* Supplied records:
((

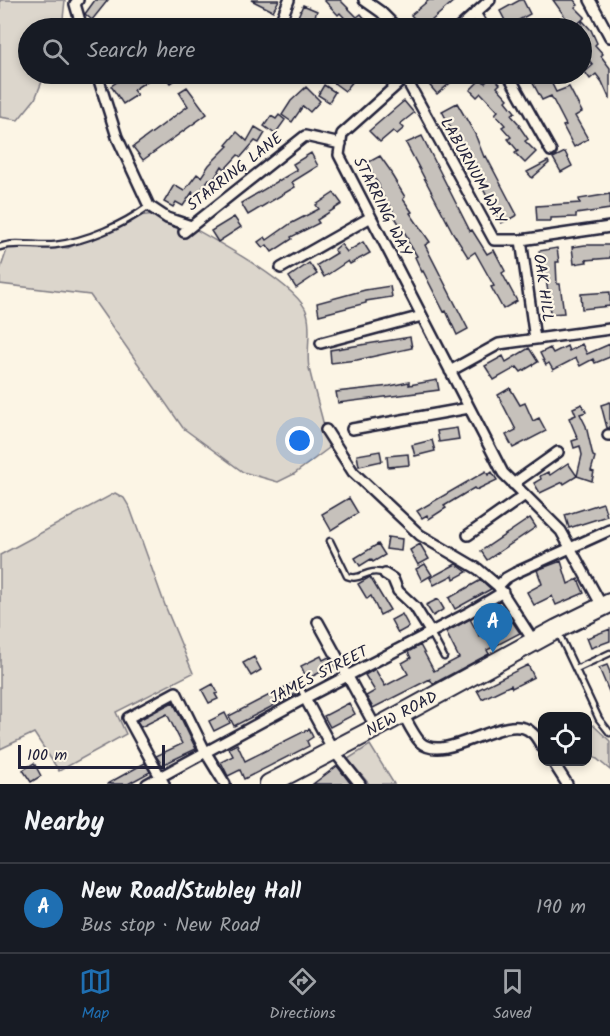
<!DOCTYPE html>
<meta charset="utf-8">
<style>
body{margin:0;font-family:Kalam,sans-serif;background:#20242c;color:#f1f3f6}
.controls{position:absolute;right:18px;bottom:18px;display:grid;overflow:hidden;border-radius:12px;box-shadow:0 3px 9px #0003}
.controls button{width:54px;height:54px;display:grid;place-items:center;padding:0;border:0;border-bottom:2px solid #363941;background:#171b24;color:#f1f3f6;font:30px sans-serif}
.scale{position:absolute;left:18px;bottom:15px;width:147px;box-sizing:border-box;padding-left:6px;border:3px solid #22223b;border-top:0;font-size:16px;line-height:21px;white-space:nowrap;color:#22223b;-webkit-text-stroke:4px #fcf5e5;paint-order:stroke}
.you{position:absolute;left:300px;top:441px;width:21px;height:21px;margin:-15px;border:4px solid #fff;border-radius:50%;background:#1a73e8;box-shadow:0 0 0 9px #1a73e833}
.badge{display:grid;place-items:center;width:39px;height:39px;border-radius:50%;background:#1f6fb2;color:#fff;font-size:20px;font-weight:700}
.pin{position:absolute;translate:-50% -50px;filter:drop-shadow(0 2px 3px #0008)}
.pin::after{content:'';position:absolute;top:32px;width:21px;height:18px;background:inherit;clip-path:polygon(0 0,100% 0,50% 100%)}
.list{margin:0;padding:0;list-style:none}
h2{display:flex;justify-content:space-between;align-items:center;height:78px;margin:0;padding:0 24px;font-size:26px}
h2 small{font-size:20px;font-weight:400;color:#9ea1a6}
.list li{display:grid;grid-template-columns:39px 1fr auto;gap:18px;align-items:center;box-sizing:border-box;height:90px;padding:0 24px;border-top:2px solid #363941}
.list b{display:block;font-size:22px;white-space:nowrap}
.list p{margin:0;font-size:20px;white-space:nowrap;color:#9ea1a6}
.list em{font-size:20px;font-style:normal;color:#9ea1a6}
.icon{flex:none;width:33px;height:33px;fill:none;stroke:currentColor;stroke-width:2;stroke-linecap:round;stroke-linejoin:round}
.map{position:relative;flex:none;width:610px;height:784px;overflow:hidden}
.search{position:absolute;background:#171b24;box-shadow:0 3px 9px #0003;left:18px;right:18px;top:18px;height:66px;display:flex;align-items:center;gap:15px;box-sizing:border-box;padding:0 21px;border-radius:33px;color:#9ea1a6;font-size:22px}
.sheet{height:168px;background:#171b24}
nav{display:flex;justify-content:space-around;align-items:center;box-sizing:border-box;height:84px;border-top:2px solid #363941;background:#171b24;font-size:16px;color:#9ea1a6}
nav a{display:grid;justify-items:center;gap:3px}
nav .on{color:#1f6fb2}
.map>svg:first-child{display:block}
.green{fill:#dcd6cc;stroke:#7f7c84;stroke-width:1.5}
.building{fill:#c6c1bb;stroke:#22223b;stroke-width:1.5}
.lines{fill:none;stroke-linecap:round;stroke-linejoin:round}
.lane-casing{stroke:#22223b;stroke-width:9}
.street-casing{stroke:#22223b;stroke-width:14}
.highway-casing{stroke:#22223b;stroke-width:22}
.lane{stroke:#fcf5e5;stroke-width:4.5}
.street{stroke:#fcf5e5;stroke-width:9}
.highway{stroke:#fcf5e5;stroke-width:18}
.labels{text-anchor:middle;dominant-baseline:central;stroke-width:4.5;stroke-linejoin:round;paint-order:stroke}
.street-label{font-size:16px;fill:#22223b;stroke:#fcf5e5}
</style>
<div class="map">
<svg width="610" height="784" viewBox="0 0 610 784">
<rect width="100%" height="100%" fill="#fcf5e5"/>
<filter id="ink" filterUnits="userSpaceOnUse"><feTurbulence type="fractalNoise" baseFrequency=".0167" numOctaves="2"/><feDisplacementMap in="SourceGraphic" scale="12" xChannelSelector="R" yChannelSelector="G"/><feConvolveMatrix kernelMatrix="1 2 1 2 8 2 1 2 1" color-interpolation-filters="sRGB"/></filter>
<g filter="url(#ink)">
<path class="green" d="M0 0H65L62 28H28V74H45L35 99 18 120 0 117Z
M166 213C196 230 299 283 307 313 312 329 306 351 309 368 315 395 324 421 329 448L294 474 278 482 243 472 183 428 90 295 0 284V270L10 241 68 248 137 216Z
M115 493 124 498 130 508 166 608 193 673 116 712 126 734 59 771 34 733 0 749V555Z
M593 725 610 741V770L597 759 588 755V727Z
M370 745 394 784H369L348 759Z"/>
<path class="building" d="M95 0H108L92 20 85 14Z
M251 0H279L273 11Z
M324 0H340L357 17 361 14 366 20 357 28H354L340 13 338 15Z
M429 0H455L423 28 411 15Z
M520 0H523L530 14 508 26 500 11Z
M553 0H574L578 5 575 7 585 17 582 20 591 30 597 43 595 45 603 54 601 56 610 68V100L602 82 596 74 590 79 585 72 593 65 582 52V20L573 28Z
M303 5 317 11 311 26 309 28H293Z
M129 74H158L133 90 137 95 123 104 111 86Z
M163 74H184L170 83Z
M342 74H359L345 91 334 83Z
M435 74H461L437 94 426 81Z
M528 74H547L556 92 569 87 582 112 575 116 588 139 574 147 563 126 566 125 551 96 542 100Z
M492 76 500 84 497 87 508 99 506 101 515 112 511 115 520 125 519 126 528 139 525 141 536 152 525 163 515 153 518 151 508 139 511 137 502 127 505 125 495 114 498 111 481 93 477 97 470 90 481 79 485 83Z
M324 85 335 92 329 102 318 95Z
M187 87 207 114 143 160 133 147 188 106 179 92Z
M306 87 320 101 310 112 303 106 292 122 282 115 291 101Z
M404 101 414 113 400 124 404 128 397 134 393 131 380 142 369 131Z
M457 103 475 134 484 157 486 156 517 215 508 220 501 223 442 111Z
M279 115 285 120 275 134 264 126 271 116 276 119Z
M255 127 265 133 259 143 255 141 241 157 238 155 225 169 222 166 213 181 209 179 196 197 192 194 193 191 183 206 176 202 173 207 164 202 174 185 184 191 197 174 201 177 209 165 228 146 226 145 237 132 247 141Z
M422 136 470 231 472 230 487 254 494 250 505 271 502 273 517 301 503 309 491 287 494 286 475 252 468 257 453 233 406 143Z
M565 152 572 166 561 172 553 158Z
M311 153 318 166 292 182 295 187 248 215 241 203 297 170 293 164Z
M380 156 392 173 391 174 405 197 403 199 412 212 410 213 430 242 425 245 468 329 457 335 446 311 444 312 423 271 422 272 415 257 417 256 407 240 408 238 391 211 393 210 384 198 378 185H379L370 172 372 171 367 163Z
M548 161 549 163 532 178 527 172Z
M334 193 342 204 317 220 319 223 291 237 292 239 272 252 267 245 263 248 258 242 265 237 267 240 290 224 319 209 316 205Z
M610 194V209L576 214V217L551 218V221H537L536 206 580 203 579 199Z
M234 217 241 227 218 242 211 231Z
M363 242 370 253 350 264 348 261 324 277 317 265 337 253 334 250 341 244 347 252Z
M585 245H610V258L586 260 587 262 574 264 572 247Z
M557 248 559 262H556L557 284H560L564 313 550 314 549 297 546 280H543L539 251Z
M309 263 317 274 296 288 289 277Z
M390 286 392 297 366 301V303L319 315 317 303 365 290Z
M610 292V306L582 309 581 294Z
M410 337 412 348 357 360 331 363 330 350Z
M582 344 587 354 610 344V357L595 363 593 359 580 366 576 358 553 370 549 363 546 365 540 353 550 348 553 353 567 346 569 351Z
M529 348 538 362 521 372 517 367 494 380 485 366 503 356 506 362Z
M437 380 439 390 338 403 336 392 390 386 409 382V385Z
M510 388 520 405 525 403 533 421 539 418 546 431 513 448 506 435 516 430 498 395Z
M610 402V428H607L601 405Z
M582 404 586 412 580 414 586 426 593 456 595 457 591 471 594 472 592 481 577 476 582 455 580 446 574 448 572 441 578 439 569 418 576 415 573 408Z
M457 428 459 439 439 442 437 431Z
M432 440 435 451 415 456 412 445Z
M380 451 382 461 359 466 357 455Z
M408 454 409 465 388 467 387 456Z
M568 463 577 476 564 484 563 482 540 493 534 483 541 479 540 476 548 472 550 475Z
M486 471 488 475 492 472 497 480 476 490 474 488 444 506 446 508 429 519 427 515 422 518 417 511Z
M349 498 358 513 331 530 322 514Z
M603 503 607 516 569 528 565 515Z
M530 518 536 527 487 560 481 551Z
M388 537 402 539 401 551 386 549Z
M378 544 385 555 373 562 371 559 360 566 355 558Z
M420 544 429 559 418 565 410 550Z
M561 561 568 584 578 579 584 593 556 605 552 596 534 605 527 592 542 584 537 570Z
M425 564 432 575 422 581 416 569Z
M456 564 467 572 454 579 453 575 434 585 430 578Z
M370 577 390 610 380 615 371 596 367 599 358 584Z
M481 580 491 589 455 609 449 598Z
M438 599 444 609 433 616 426 605Z
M402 614 409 627 398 633 391 620Z
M470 619 480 637 512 621 520 633 487 650 489 654 433 684 430 679 373 708 366 696 375 691 365 675 375 669 385 686 408 674 402 663 411 658 408 652 420 645 434 671 459 658 446 632Z
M610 629V641L591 648 587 638Z
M321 656 323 660 329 657 333 666 307 679 301 666Z
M254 657 261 670 251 676 243 663Z
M528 665 534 677 512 688 511 685 482 699 477 690Z
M607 665 610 672V694L599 668Z
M293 683 298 693 234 726 229 716Z
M213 684 218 693 215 694 218 699 209 703 202 690Z
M173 702 196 749 162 765 156 756 182 744 167 714 141 727 137 721Z
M349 703 355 714 330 727 324 716Z
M225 713 230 723 214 731 209 721Z
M309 729 313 737 307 741 309 746 244 779 240 770 228 776 221 762 233 756 229 748 237 744 245 761Z
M34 763 41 776 31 782 23 770Z
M145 763 150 772 128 784H107Z
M337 766 351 784H313Z"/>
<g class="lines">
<g class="lane-casing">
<path id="lane" d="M0 247C16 241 38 247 55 245 87 241 123 225 149 206
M330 541 347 576C361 582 366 567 385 574
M558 632 599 719 610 733
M431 633 444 657
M576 669 610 653
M299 685 305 698"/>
</g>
<g class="street-casing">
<path id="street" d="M78 0 75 4 82 28
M364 0 381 12 397 28
M590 0 610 37
M475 13 484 28
M280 23 289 0
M459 28 490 0
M97 74 117 137 149 206 167 218 191 226
M409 74 342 134 339 155 503 473 561 531 602 606
M508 74 551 151
M405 77 494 240H521L610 227
M184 232 305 136 341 144
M521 240 535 339
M281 268 371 217
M321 343 422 316
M450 371 499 344 610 329
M352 429 469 408
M326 430 353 472 420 535 478 569 498 586 534 642
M608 435H610
M513 484 558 452
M468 535 525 495
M385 574 393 579 398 591 415 607 431 633
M498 586 506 578 515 573 610 530
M318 622 376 728
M305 698 333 750 360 784
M403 714C408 723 413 734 420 742 445 766 506 710 531 732 536 735 539 742 542 747
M553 762 567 784
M147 784 305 698 468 613 503 592
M164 784 128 718 176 692 206 753 225 784"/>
</g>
<g class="highway-casing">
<path id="highway" d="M269 784 376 728 557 629 610 603"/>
</g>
<use href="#lane" class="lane"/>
<use href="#street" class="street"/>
<use href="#highway" class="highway"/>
</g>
</g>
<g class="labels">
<g class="street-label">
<text transform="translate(473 171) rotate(61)">LABURNUM WAY</text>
<text transform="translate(235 172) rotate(-38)">STARRING LANE</text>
<text transform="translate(382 207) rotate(63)">STARRING WAY</text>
<text transform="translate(543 288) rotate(82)">OAK HILL</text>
<text transform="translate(319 675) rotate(-27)">JAMES STREET</text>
<text transform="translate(402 714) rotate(-28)">NEW ROAD</text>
</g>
</g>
</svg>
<div class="controls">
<button><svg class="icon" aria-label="locate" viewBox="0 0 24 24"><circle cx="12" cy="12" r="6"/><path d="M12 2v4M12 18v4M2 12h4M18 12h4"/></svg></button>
</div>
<div class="scale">100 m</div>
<div class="you"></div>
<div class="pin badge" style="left:493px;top:653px">A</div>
<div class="search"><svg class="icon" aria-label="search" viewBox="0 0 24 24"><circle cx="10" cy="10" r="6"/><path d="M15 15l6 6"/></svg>Search here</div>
</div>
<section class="sheet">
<h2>Nearby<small></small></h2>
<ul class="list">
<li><span class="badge">A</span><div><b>New Road/Stubley Hall</b><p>Bus stop · New Road</p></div><em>190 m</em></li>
</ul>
</section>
<nav>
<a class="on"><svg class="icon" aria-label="map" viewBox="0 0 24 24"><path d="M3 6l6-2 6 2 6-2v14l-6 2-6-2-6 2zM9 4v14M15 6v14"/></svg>Map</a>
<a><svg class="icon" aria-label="directions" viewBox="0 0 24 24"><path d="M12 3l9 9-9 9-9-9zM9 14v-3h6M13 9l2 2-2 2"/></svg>Directions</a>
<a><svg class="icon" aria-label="saved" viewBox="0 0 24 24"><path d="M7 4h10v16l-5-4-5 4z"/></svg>Saved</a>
</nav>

))

* Task to carry out: Your reply should be nothing but the lines from the one containing "3l9 9-9 9-9-9zM9" through the last line above, copied exactly; please include both ends.

* Answer to this problem:
<a><svg class="icon" aria-label="directions" viewBox="0 0 24 24"><path d="M12 3l9 9-9 9-9-9zM9 14v-3h6M13 9l2 2-2 2"/></svg>Directions</a>
<a><svg class="icon" aria-label="saved" viewBox="0 0 24 24"><path d="M7 4h10v16l-5-4-5 4z"/></svg>Saved</a>
</nav>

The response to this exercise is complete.